Dengan format keaktoran ala Besut, Meimura menjadi tokoh utama besutan. Yakni seseorang yang berpakaian serba putih dengan peci berujung bundar berwarna merah. Sesuai dengan makna tokoh yang dibawakannya.

”Besut itu artinya mbeto maksud atau pembawa maksud. Dalam besutan, pementasannya pasti memiliki nasihat atau misi tertentu. Misi positif untuk kebaikan tentunya," terangnya. 

Anak-anak pun disasarnya. Terutama anak-anak. Di lingkungan tempat tinggalnya, Jalan Gunung Anyar Emas ia menginisiasi berdirinya Sanggar Anak Merdeka Indonesia (SAMIN). Untuk memberi pelatihan seni tradisi dan paduan-paduan dengan seni modern. Gratis. Tanpa dipungut biaya. ”Selain melestarikan tradisi, anak-anak biar terhindar dari kecanduan smartphone,” katanya. 

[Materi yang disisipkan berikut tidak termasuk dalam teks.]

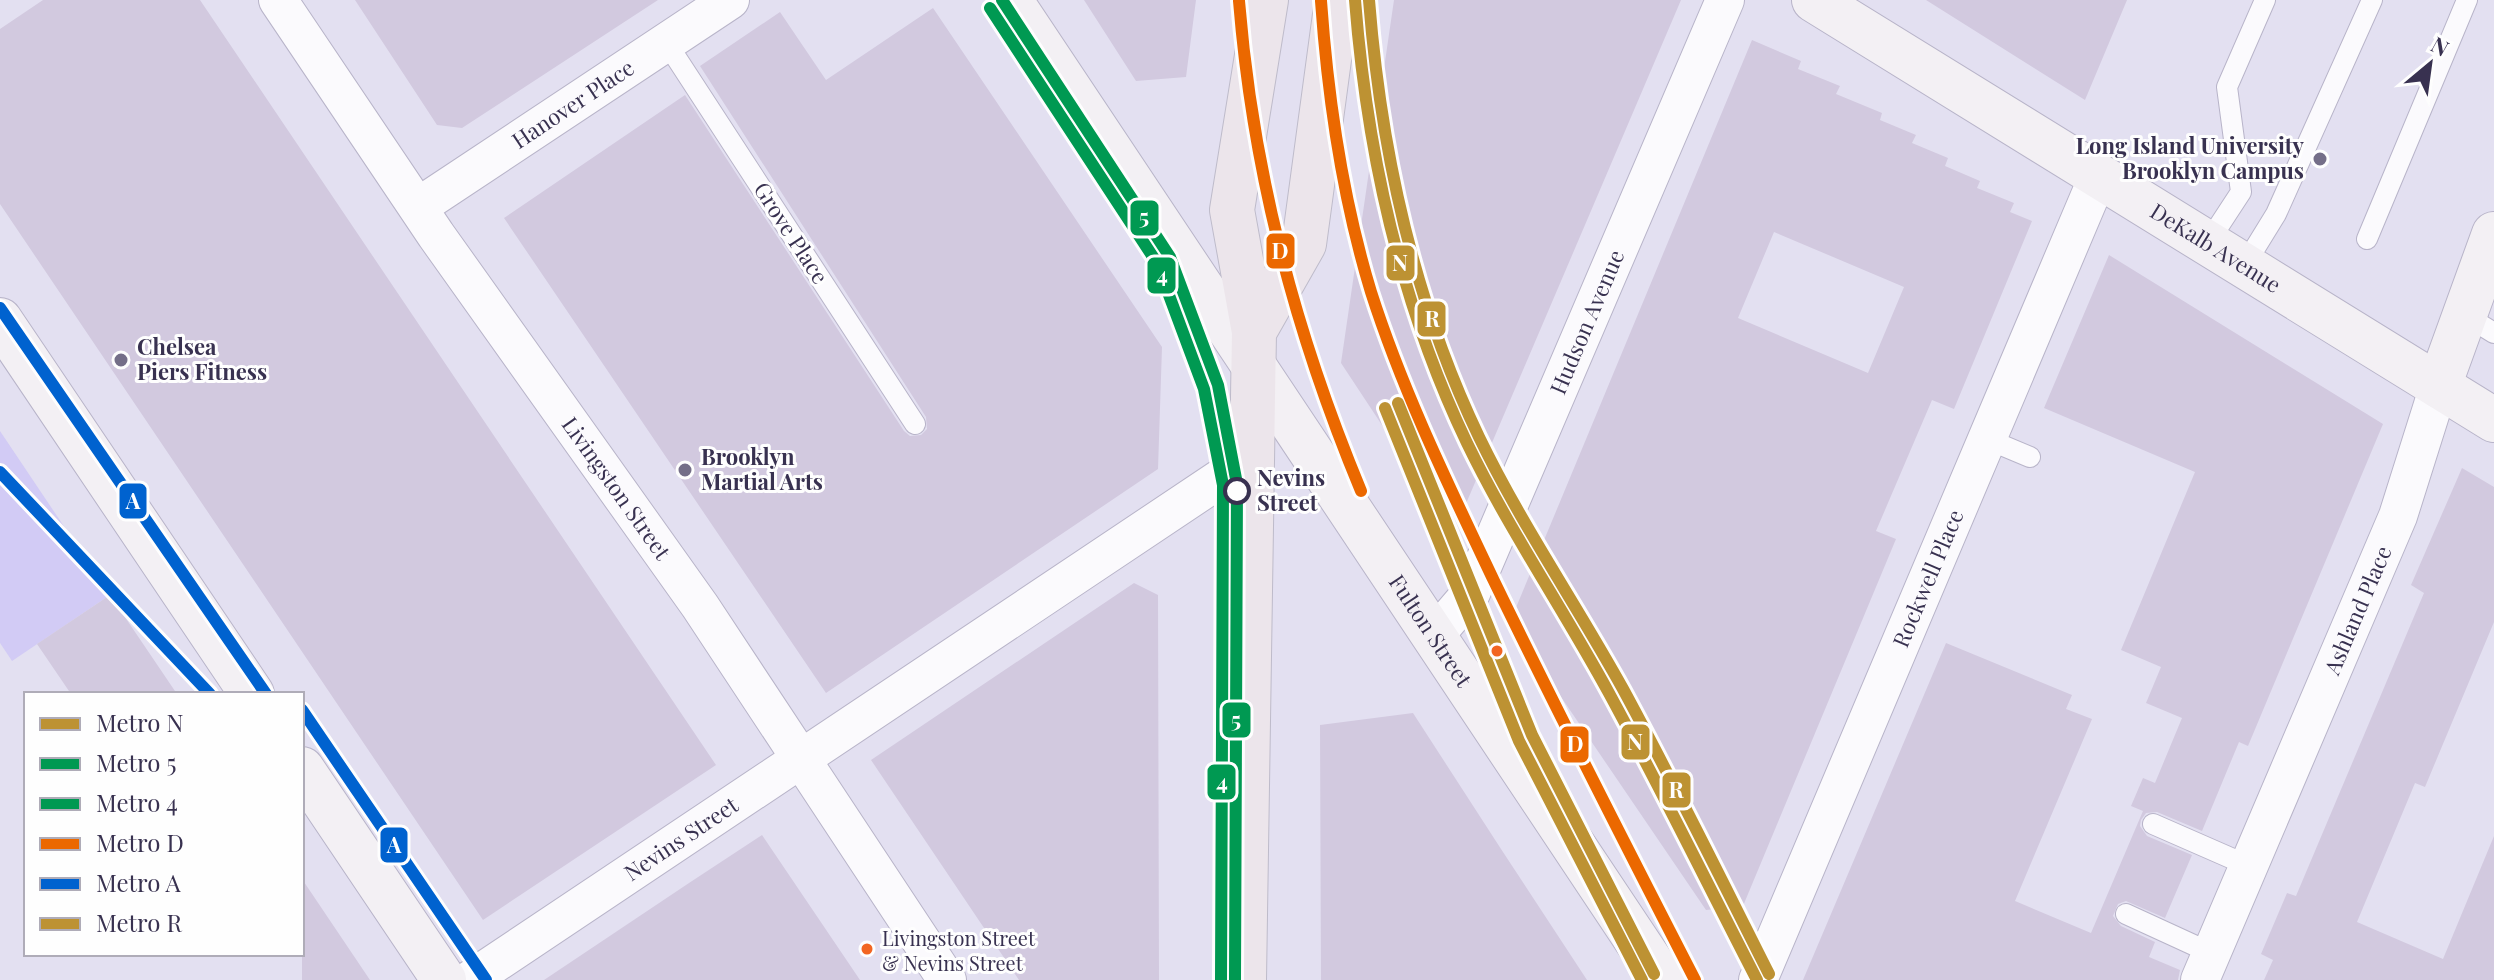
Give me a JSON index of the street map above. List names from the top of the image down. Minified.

Tabiat berkesenian Meimura dimulai sejak usia sekolah. Selepas SMP dan terpilih menjadi aktor terbaik Festival Drama Pelajar. Pada 1976, ia terlibat dalam pemberdayaan masyarakat di daerah Petemon, Sawahan, dengan mendirikan Karang Remaja. Sebuah wadah untuk aktivitas berkesenian serta pengelolaan usaha mandiri. 

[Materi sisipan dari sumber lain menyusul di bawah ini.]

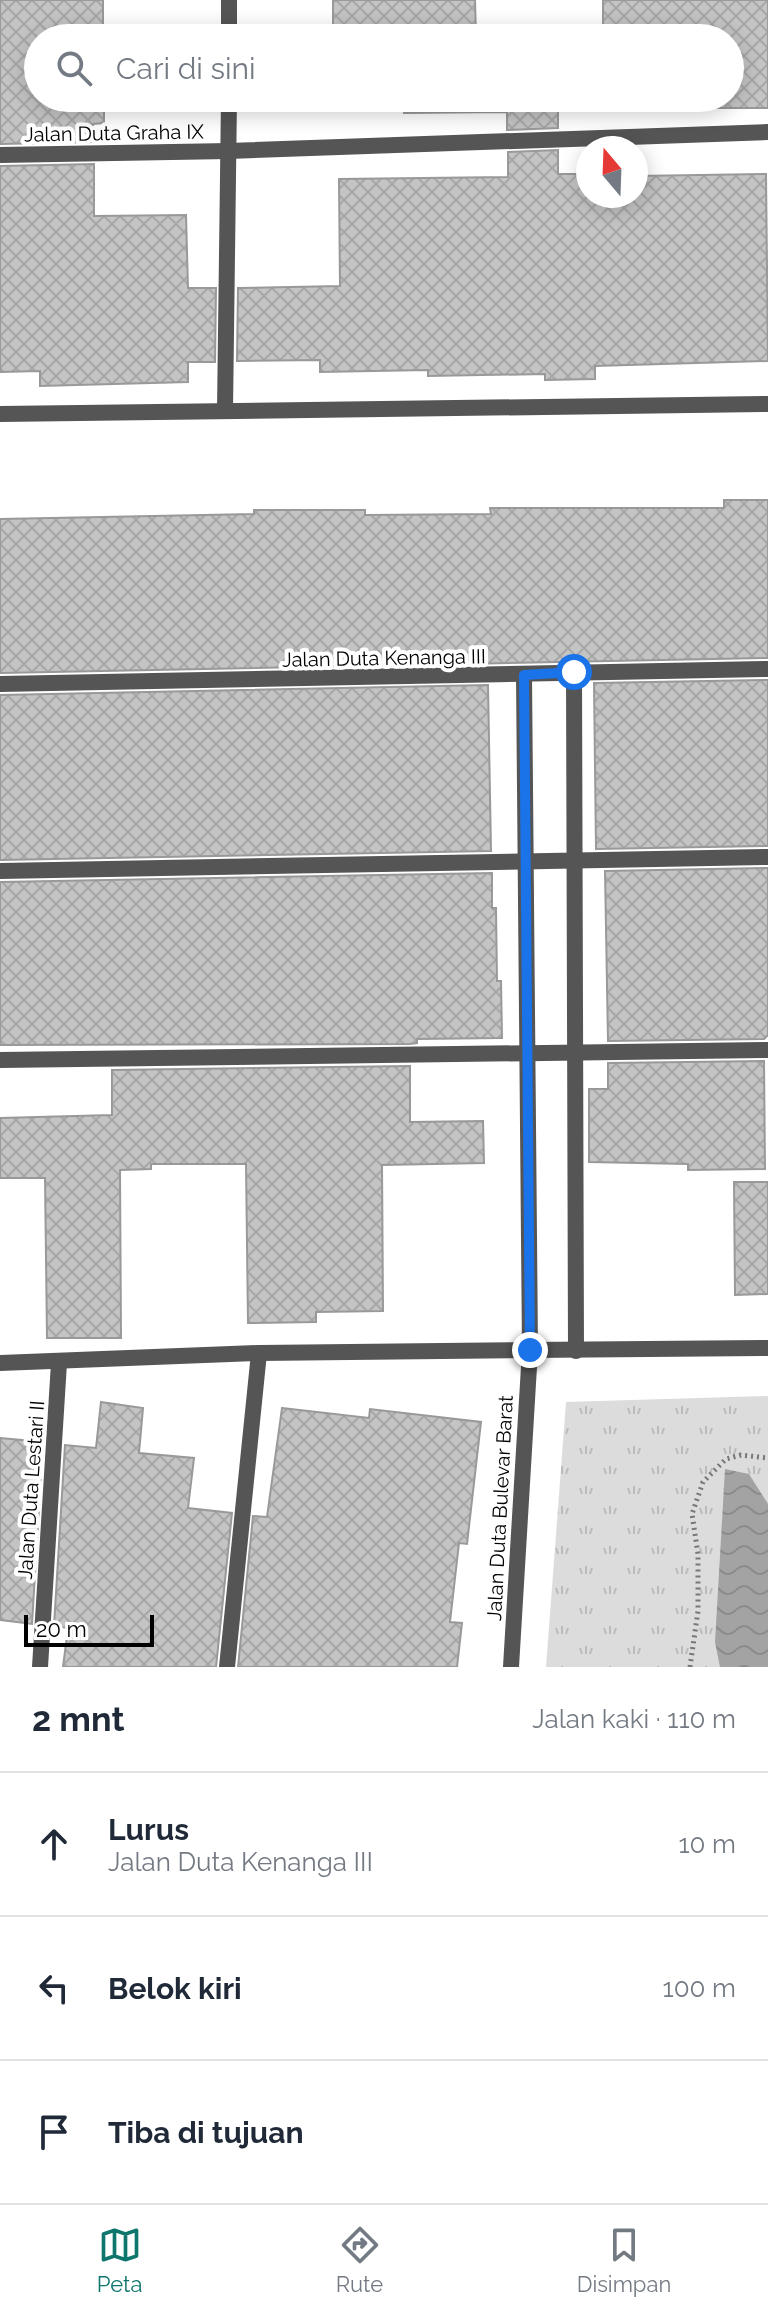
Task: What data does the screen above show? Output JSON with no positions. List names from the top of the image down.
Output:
{
  "streets": {
    "street": [
      "Jalan Duta Graha IX",
      "Jalan Duta Kenanga III",
      "Jalan Duta Lestari II",
      "Jalan Duta Bulevar Barat"
    ]
  },
  "crossings": [
    ["Jalan Duta Kenanga III", "Jalan Duta Bulevar Barat"]
  ],
  "scale_bar": "20 m",
  "north": "top",
  "page": {
    "search": "Cari di sini",
    "scale": "20 m",
    "heading": ["2 mnt", "Jalan kaki · 110 m"],
    "list": [
      ["Lurus", "Jalan Duta Kenanga III", "10 m"],
      ["Belok kiri", "100 m"],
      "Tiba di tujuan"
    ],
    "nav": ["Peta", "Rute", "Disimpan"]
  }
}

”Berkarya seni, belajar menjahit, mengelas, kemudian teman-teman waktu itu mulai buka usaha jahit-menjahit dan las di Jalan Patua. Jadi kalau sekarang Patua ramai dengan jasa permak, dulu kegiatan itu dimulai oleh Karang Remaja," ungkapnya.

Heri Lentho
Sebagai penari, Heri Lentho getol menggerakkan anak muda, supaya mereka turut andil dalam menghidupkan gairah seni di Surabaya.--

Sebagai seniman, Heri Lentho berkontribusi menggerakkan warna-warni seni budaya di Jawa Timur, khususnya Surabaya. Heri-lah pencetus G-Walk Percussion, Eksotika Bromo, Surabaya Juang dan pengayom komunitas seni yang sebagian besar beranggotakan seniman muda: JatiSwara.

Pernah terlibat dalam gelaran tari nasional: Indonesian Dance Festival (IDF). Sepulang dari IDF, heri menggagas forum Surabaya Dance Festival. "Awalnya olah tubuh untuk anak-anak Sendratasik UNESA. Kemudian berkembang luas, karena saya mengenalkan konsep-konsep seni dan beberapa pementasan pada anak muda. Khususnya media sosial," ungkapnya.

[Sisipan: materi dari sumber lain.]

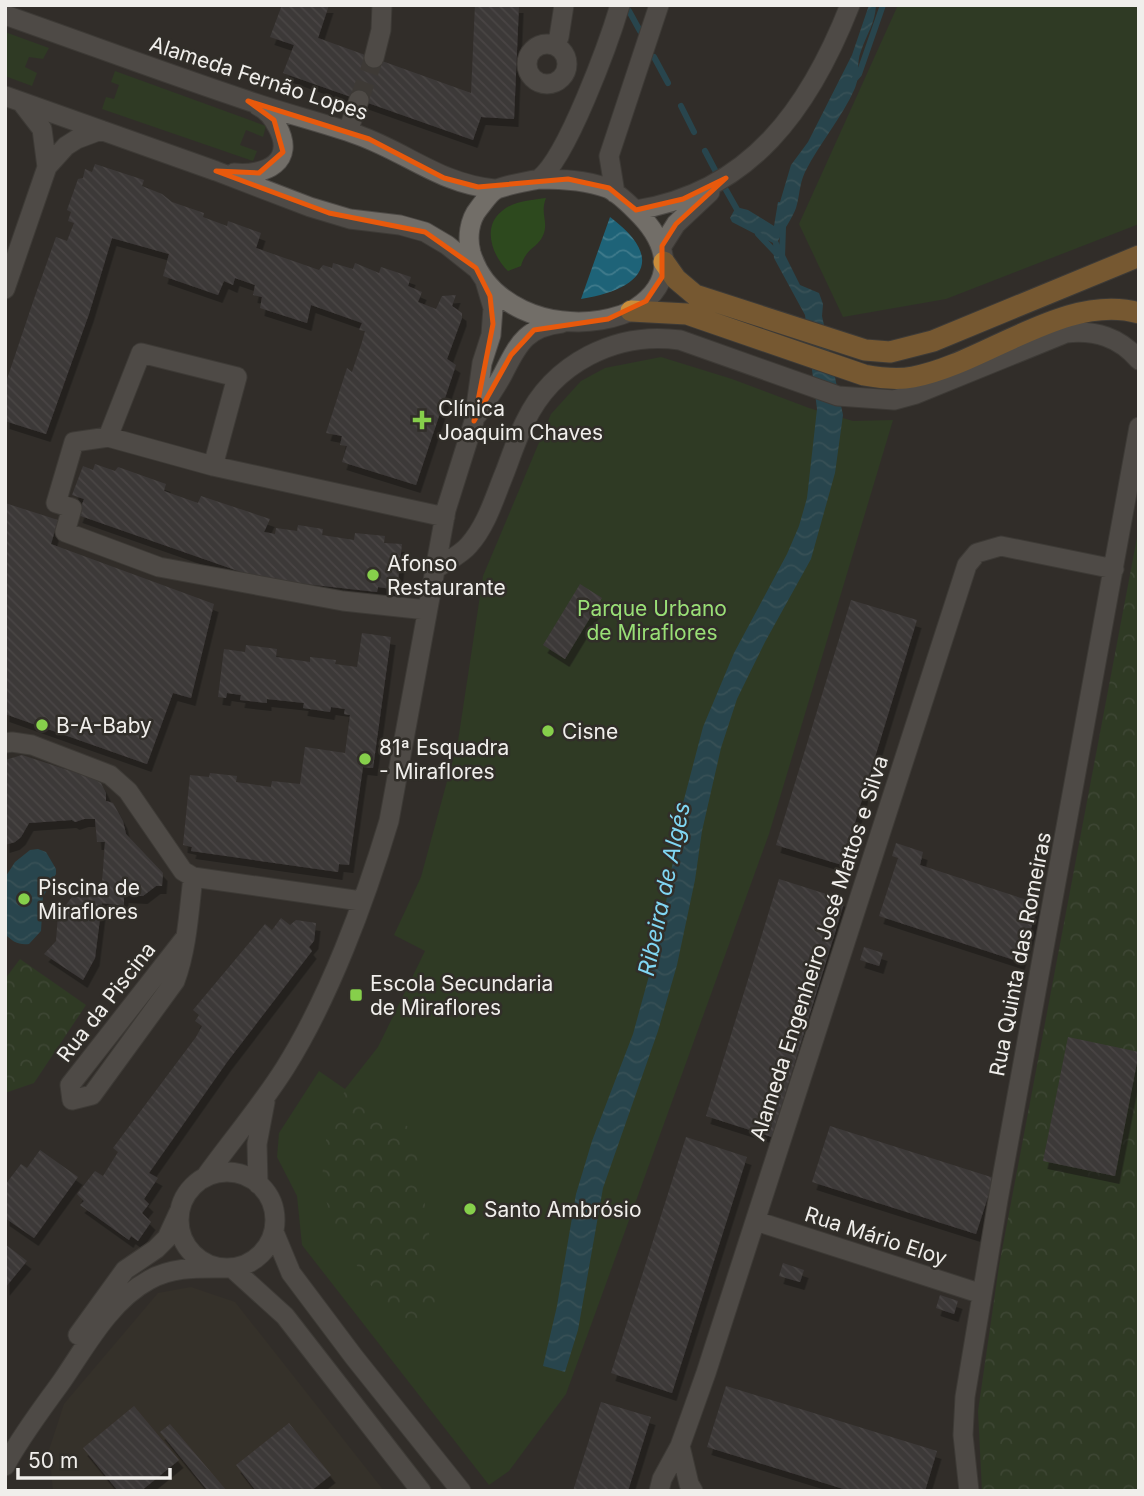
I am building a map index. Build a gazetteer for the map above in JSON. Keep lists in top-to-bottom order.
{
  "streets": {
    "street": [
      "Alameda Fernão Lopes",
      "Alameda Engenheiro José Mattos e Silva",
      "Rua Quinta das Romeiras",
      "Rua da Piscina",
      "Rua Mário Eloy"
    ]
  },
  "crossings": [
    ["Alameda Engenheiro José Mattos e Silva", "Rua Quinta das Romeiras"],
    ["Alameda Engenheiro José Mattos e Silva", "Rua Mário Eloy"],
    ["Rua Quinta das Romeiras", "Rua Mário Eloy"]
  ],
  "water": ["Ribeira de Algés"],
  "parks": ["Parque Urbano de Miraflores"],
  "places": {
    "health": ["Clínica Joaquim Chaves"],
    "other": [
      "Afonso Restaurante",
      "B-A-Baby",
      "Cisne",
      "81ª Esquadra - Miraflores",
      "Piscina de Miraflores",
      "Santo Ambrósio"
    ],
    "transit": ["Escola Secundaria de Miraflores"]
  },
  "scale_bar": "50 m"
}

Upaya itu berhasil menarik perhatian anak-anak muda dan turut bergabung, berkarya bersama Heri. Ia juga menggagas Festival Cak Durasim di kompleks Taman Budaya Jawa Timur, Festival Budaya Jatim, Jatim Specta Night Carnival dan lain-lain. 

Kerja kesenimanannya telah berlangsung sejak lama. Saat berkuliah di IKIP Surabaya (Sekarang UNESA), ia menjadi aktivis yang menjalankan aksinya lewat media berkesenian. "Kalau suara dan demo dibungkam, kesenianlah yang bekerja," ujar ayah dua anak itu. 

Pada masa Orde Baru, ia melawan rezim dengan membuat pementasan berjudul Dwi Oknum, Telegram dari Sabin dan sebagainya. "Pengalaman diamankan, diancam aparat, pernah saya alami waktu itu. Semua itu yang membuat saya gigih dalam memperjuangkan apa pun. Termasuk menggerakkan anak muda, supaya mereka turut andil dalam menghidupkan gairah seni di Surabaya," tambahnya.